▶ **SUPPLIED DATA**

────────────────

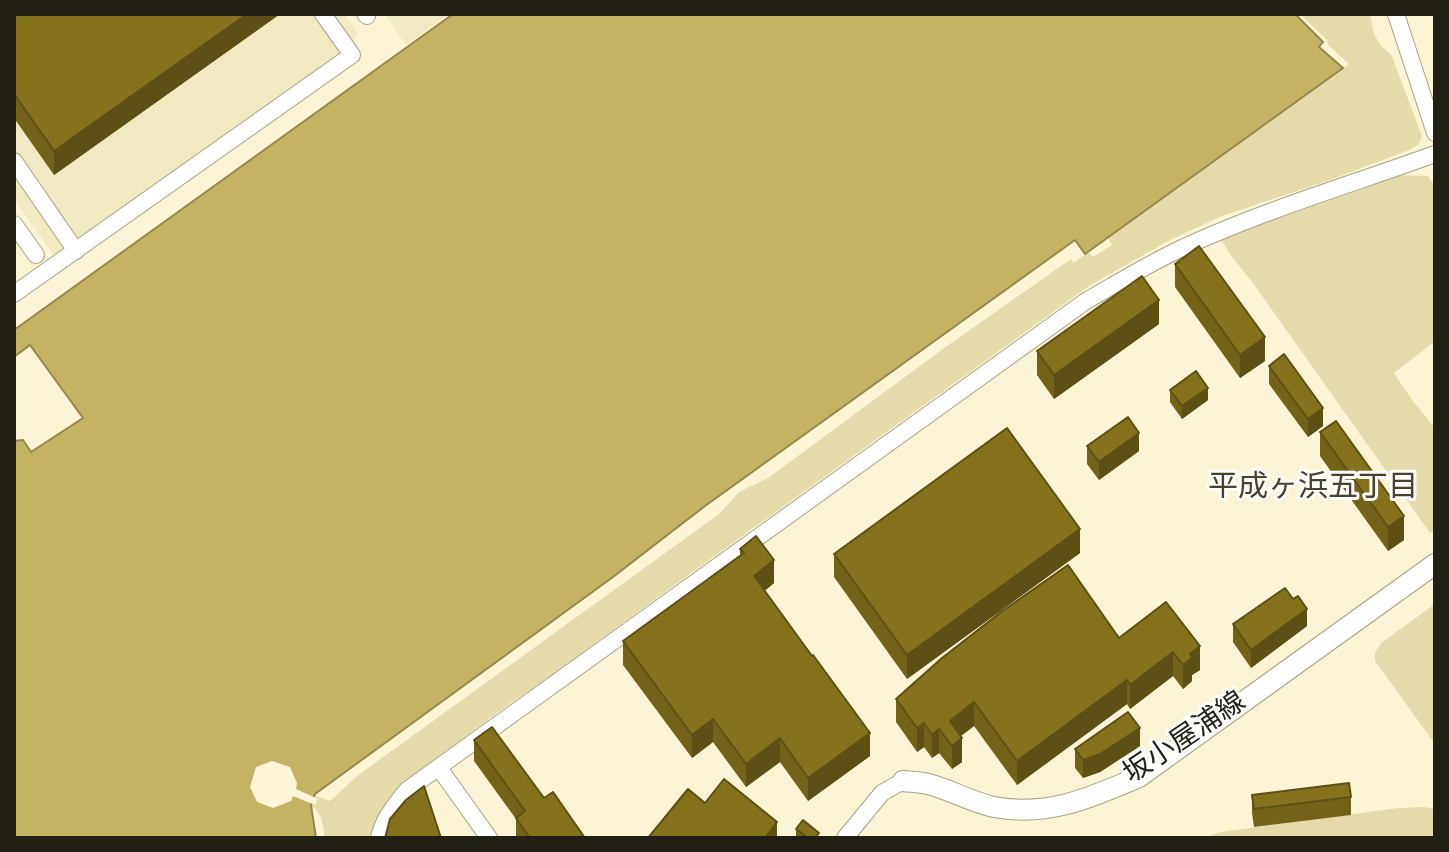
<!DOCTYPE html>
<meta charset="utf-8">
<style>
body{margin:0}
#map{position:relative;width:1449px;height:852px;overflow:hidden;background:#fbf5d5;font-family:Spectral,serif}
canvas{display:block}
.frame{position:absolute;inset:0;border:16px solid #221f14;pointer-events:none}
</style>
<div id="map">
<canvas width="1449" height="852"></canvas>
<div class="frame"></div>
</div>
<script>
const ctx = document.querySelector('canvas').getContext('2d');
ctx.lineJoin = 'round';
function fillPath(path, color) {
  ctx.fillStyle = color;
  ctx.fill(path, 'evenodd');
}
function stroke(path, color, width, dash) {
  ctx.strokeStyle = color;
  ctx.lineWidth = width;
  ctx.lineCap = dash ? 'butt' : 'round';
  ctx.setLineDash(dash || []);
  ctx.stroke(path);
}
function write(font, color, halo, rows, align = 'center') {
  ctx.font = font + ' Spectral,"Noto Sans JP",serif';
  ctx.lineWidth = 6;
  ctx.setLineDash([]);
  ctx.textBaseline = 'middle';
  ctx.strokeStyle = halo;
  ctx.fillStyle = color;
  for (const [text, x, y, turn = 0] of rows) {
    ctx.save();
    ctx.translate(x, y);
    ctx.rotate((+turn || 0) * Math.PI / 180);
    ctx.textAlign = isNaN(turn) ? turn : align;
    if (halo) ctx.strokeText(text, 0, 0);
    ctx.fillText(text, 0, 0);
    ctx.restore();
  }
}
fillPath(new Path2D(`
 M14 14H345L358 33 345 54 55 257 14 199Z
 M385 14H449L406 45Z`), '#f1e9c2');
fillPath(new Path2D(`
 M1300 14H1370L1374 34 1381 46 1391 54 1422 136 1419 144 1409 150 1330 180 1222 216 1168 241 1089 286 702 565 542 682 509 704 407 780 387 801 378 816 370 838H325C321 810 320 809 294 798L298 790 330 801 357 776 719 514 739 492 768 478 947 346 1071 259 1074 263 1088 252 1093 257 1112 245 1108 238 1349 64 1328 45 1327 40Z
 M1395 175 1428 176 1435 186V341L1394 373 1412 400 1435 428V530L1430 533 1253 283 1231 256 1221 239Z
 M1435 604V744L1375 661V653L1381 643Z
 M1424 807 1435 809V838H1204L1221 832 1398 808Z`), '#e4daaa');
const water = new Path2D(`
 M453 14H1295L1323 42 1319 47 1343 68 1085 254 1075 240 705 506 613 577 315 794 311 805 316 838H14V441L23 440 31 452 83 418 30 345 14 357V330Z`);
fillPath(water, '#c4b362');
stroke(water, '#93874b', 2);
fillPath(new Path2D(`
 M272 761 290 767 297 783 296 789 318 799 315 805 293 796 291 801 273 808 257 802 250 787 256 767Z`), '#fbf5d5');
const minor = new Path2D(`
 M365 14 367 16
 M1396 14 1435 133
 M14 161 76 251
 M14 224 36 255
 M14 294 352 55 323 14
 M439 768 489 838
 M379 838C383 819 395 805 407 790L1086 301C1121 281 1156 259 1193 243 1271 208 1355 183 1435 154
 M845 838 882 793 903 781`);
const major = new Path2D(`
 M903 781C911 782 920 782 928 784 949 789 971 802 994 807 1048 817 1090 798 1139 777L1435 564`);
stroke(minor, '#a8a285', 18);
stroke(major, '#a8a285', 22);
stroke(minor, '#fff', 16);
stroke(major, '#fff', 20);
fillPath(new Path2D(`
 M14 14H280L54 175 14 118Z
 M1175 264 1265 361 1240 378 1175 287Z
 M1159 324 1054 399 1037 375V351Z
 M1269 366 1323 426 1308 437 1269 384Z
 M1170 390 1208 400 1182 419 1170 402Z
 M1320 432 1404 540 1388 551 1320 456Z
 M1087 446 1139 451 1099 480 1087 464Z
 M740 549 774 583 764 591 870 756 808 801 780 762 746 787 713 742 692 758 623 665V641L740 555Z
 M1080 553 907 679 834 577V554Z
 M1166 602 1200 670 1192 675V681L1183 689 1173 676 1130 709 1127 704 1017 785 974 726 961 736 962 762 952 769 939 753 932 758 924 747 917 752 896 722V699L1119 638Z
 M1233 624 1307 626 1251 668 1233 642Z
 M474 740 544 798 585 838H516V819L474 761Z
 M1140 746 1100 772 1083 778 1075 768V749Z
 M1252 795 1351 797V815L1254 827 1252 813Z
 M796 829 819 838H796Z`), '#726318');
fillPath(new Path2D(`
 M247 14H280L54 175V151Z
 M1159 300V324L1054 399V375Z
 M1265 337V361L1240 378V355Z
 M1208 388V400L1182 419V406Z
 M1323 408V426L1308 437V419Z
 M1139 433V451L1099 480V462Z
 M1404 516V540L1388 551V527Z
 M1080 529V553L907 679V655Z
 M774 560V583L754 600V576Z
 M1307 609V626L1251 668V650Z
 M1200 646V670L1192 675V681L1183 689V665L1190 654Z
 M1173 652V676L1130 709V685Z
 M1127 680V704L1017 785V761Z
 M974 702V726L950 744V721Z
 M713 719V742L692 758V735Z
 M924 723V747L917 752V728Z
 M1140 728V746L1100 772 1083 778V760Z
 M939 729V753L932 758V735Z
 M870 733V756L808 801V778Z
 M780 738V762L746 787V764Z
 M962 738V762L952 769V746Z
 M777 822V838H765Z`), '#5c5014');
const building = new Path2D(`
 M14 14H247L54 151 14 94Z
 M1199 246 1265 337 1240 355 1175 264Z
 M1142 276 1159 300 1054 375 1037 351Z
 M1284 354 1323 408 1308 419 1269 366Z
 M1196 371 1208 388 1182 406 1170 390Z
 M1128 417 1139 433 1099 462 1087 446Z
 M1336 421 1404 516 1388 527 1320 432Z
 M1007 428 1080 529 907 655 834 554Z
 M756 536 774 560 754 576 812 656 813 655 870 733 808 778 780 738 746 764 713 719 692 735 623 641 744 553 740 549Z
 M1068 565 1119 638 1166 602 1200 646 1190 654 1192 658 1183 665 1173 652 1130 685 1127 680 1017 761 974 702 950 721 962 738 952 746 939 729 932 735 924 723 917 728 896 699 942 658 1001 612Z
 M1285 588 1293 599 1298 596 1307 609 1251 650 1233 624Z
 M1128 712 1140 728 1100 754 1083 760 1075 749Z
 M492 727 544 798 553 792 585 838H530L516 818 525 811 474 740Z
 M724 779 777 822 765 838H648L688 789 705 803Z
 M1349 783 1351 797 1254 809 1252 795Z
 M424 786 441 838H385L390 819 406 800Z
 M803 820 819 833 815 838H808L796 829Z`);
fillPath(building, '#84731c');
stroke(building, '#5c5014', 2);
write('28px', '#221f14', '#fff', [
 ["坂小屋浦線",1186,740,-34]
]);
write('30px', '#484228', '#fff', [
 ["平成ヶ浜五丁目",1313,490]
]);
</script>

────────────────

▶ **WHAT THE EXERCISE ASKS**
Tally every line in the listing that holds "turn" and answer with the total only.

▶ **RESPONSE TO THE TASK**
3